→ **WORK TO COMPLETE**
Among the entries below, how many lines include the word "image"? Reply with only the number.

EXERCISE MATERIAL START

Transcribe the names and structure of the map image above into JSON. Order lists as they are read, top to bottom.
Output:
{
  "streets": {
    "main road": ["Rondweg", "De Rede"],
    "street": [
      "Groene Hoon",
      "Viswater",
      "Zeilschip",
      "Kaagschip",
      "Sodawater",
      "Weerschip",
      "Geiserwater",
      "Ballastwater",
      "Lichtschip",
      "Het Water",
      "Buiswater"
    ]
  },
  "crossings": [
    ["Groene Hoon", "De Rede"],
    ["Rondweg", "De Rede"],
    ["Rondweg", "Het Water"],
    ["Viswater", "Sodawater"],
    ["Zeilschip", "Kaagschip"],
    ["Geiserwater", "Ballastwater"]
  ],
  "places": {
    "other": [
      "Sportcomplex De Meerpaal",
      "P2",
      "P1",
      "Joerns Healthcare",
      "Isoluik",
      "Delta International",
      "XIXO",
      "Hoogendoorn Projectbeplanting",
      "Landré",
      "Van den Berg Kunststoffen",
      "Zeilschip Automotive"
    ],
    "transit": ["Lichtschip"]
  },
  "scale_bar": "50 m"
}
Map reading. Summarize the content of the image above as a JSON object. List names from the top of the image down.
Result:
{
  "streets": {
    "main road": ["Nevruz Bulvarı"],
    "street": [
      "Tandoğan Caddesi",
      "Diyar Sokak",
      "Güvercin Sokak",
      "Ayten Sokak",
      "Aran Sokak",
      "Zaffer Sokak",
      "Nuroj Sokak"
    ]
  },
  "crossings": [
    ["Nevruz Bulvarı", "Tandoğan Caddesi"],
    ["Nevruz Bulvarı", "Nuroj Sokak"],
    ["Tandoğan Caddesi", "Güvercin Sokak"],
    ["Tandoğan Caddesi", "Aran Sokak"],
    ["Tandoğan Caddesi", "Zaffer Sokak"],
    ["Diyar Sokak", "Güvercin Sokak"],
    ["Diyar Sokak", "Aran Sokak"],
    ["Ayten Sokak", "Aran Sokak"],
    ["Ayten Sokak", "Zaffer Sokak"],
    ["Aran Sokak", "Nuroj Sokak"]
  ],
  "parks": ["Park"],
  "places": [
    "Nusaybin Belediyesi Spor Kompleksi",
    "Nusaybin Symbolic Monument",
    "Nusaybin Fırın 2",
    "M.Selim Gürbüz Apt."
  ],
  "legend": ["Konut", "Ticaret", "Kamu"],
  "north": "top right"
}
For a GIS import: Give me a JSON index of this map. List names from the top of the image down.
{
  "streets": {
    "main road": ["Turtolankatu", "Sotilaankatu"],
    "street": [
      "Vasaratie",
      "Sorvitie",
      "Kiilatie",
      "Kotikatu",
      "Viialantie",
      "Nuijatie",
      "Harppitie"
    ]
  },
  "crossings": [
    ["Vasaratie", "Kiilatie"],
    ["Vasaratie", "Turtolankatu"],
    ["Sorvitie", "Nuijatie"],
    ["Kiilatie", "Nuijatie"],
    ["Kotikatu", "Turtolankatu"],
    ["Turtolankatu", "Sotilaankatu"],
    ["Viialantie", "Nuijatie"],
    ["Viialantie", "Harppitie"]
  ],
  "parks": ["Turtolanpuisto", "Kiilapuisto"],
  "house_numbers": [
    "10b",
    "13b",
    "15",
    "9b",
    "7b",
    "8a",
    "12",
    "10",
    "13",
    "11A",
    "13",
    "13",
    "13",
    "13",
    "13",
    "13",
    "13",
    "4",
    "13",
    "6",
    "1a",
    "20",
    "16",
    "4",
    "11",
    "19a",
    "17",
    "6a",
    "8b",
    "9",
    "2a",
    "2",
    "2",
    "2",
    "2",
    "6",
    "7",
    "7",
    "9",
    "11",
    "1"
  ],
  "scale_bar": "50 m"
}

EXERCISE MATERIAL END

→ **OUTPUT FOR THIS EXERCISE**
3